The in-depth report details how “only very considerable reforms” to the process of setting EU financial regulation will prevent Britain from being forced to choose from either joining the Euro or leaving the EU potentially as soon as 2020. The stark choice, dubbed “Osborne’s fork“, is the result of the increasing voting power of the Eurozone block and its divergent interests from the UK. The report reveals that EU financial rules will bring an end to double majority voting, a major concession previously won by Chancellor George Osborne, when the number of non-Eurozone EU counties drops to 4 or fewer – which is expected to happen in less than a decade.

The report acknowledges that Britain may have benefited from having financial services regulation set at an EU level in the past as regulations often mirrored or were influenced by existing British financial rules, but concludes that since the 2008 financial crisis and the Eurozone crisis of 2010, the nature of EU financial regulations have changed significantly and that the UK’s influence on EU-level financial services regulation has declined markedly.

Summary:

* Prior to the Eurozone crisis, the general thrust of EU financial services measures reflected the UK’s traditions of liberalisation, competition and the encouragement of trade meaning EU-level financial regulation affected other Member States much more than it affected the UK. EU regulations tended to mirror pre-existing UK rules.

* Since the financial crisis of 2008 and especially since the Eurozone crisis of 2010 onwards, the UK’s influence on EU-level financial services regulation has declined markedly. Since 2008, the UK’s legislation has been geared towards increasing the quality of supervision and strengthening market incentives. Yet at EU level the focus has been much more upon extending the scope of regulation, curbing specific behaviours, and protecting the integrity of the Eurozone.

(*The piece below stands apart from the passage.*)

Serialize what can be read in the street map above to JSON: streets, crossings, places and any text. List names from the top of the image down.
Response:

* This change in the direction and objectives of EU-wide financial regulations has been accompanied by the Eurozone’s growing collective power, under QMV, to force through its preferred regulations against any ability of the UK to block new rules and has resulted in considerableloss of UK influence.

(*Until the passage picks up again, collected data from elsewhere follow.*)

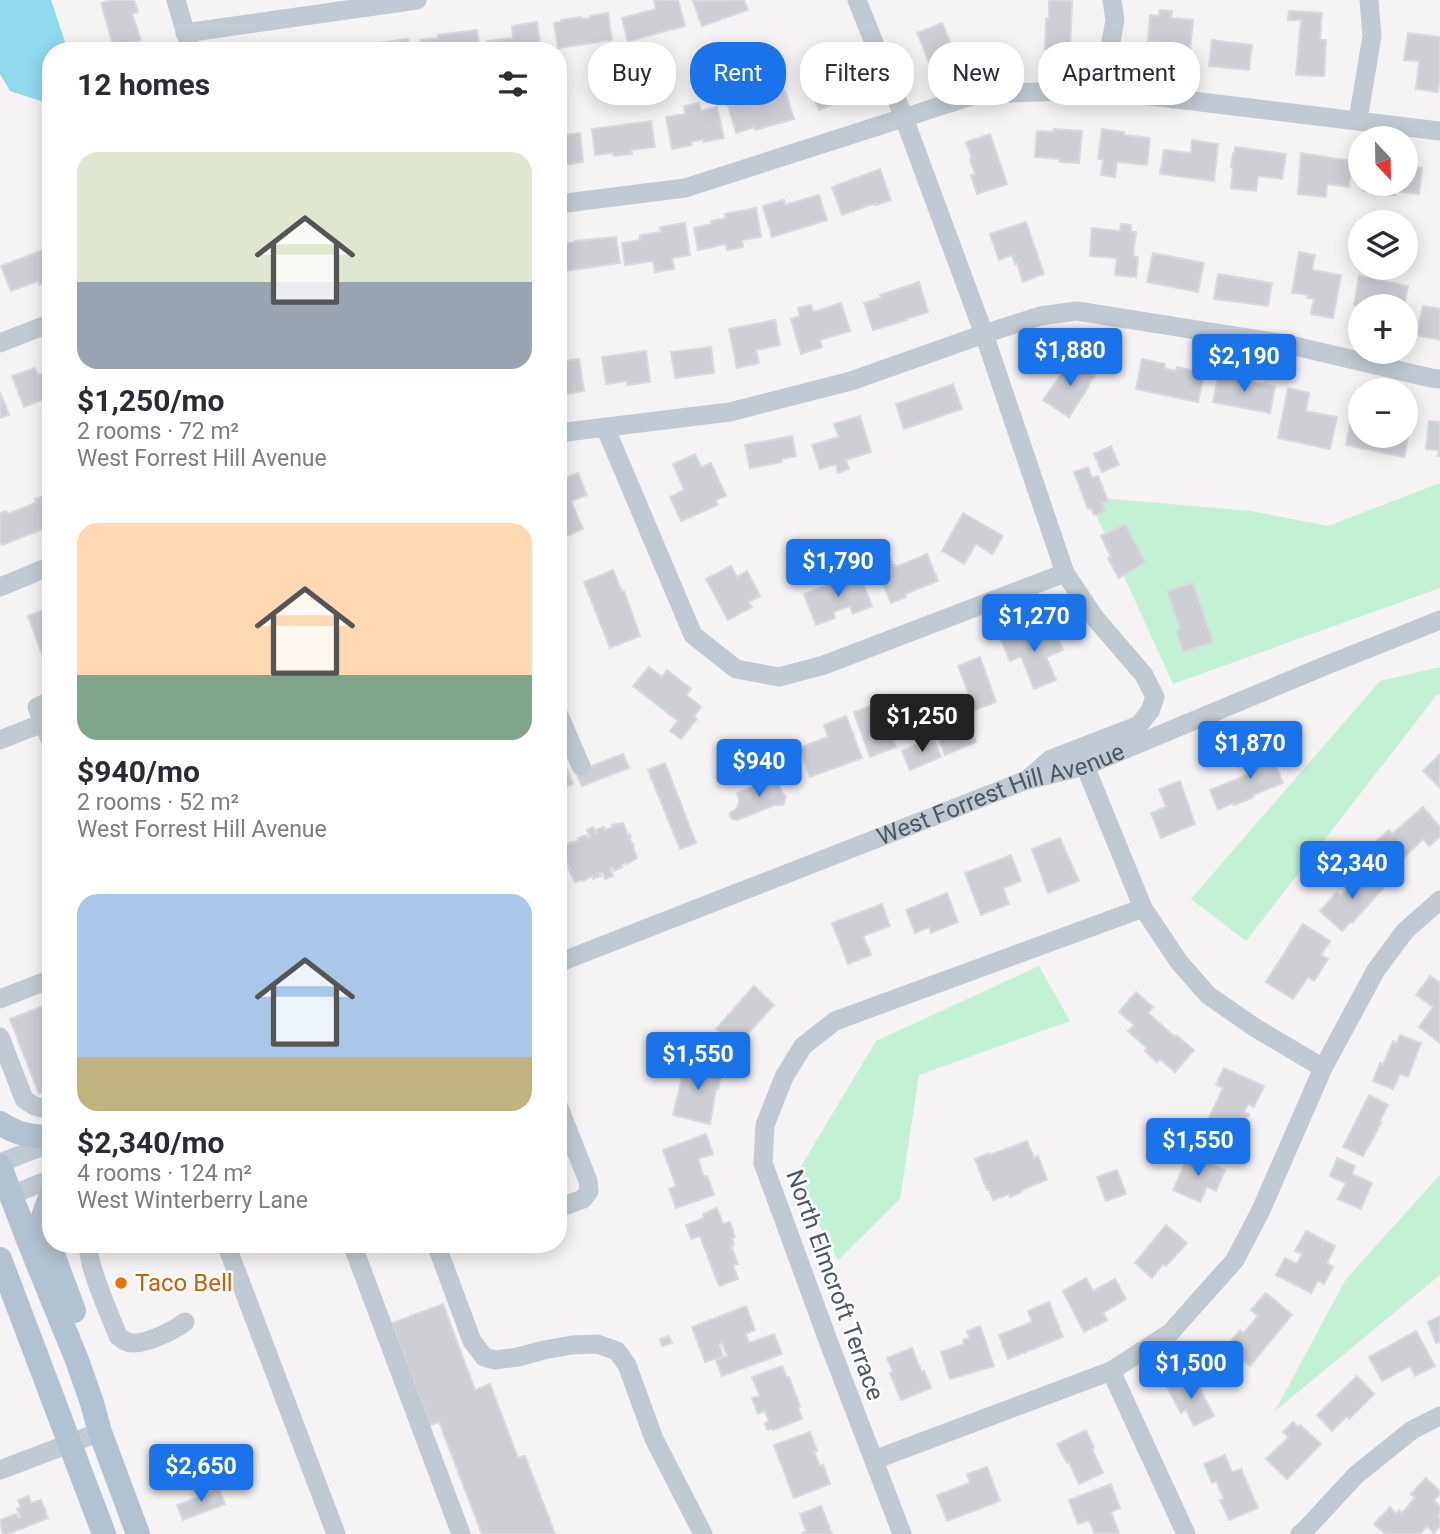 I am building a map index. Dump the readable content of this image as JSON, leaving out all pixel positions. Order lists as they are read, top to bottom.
{
  "streets": {
    "street": ["West Forrest Hill Avenue", "North Elmcroft Terrace"]
  },
  "places": ["Taco Bell"],
  "north": "bottom",
  "page": {
    "chip": [
      "Buy",
      "Rent",
      "Filters",
      "New",
      "Apartment"
    ],
    "heading": "12 homes",
    "map_buttons": ["+", "−"],
    "list": [
      {
        "name": "$1,250/mo",
        "note": "2 rooms · 72 m² · West Forrest Hill Avenue"
      },
      {
        "name": "$940/mo",
        "note": "2 rooms · 52 m² · West Forrest Hill Avenue"
      },
      {
        "name": "$2,340/mo",
        "note": "4 rooms · 124 m² · West Winterberry Lane"
      }
    ],
    "price": [
      "$1,880",
      "$2,190",
      "$1,790",
      "$1,270",
      "$1,250",
      "$1,870",
      "$940",
      "$2,340",
      "$1,550",
      "$1,550",
      "$1,500",
      "$2,650"
    ]
  }
}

* Opportunities for financial services exports outside the EU are growing (and expected for the foreseeable future to grow) whilst the opportunities for rapid growth in financial services within the EU are likely to be limited. The main threats of competition to the UK from regulatory arbitrage are less and less from other European countries and more and more from outside the EU.

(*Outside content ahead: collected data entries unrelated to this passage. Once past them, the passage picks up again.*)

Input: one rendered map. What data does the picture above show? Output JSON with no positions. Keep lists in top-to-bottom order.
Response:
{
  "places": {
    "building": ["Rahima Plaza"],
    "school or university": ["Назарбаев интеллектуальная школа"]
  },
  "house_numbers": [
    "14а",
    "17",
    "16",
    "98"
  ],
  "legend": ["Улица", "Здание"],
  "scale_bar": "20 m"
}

* Current proposal for reforms to EU-level setting of financial services regulation such as the extension of “double majority voting” would only work in the very short term (up to around 2018).

* EU rules are in place to end double majority voting where it has been already introduced as the Eurozone expands and the number of non-Eurozone EU counties drops to 4 or fewer. This could occur as soon as 2020 on current plans.

* The report concludes if the UK financial services sectors are to avoid the fate of systematic over-rule by Eurozone interests, without taking either the joining-the-euro or leaving-the-EU prongs of Osborne’s Fork, there will need to be very considerable reform to the process of setting EU regulation. Non-Eurozone members of the EU would need some mechanism, beyond QMV, to block new financial services regulation that was manifestly against their interests.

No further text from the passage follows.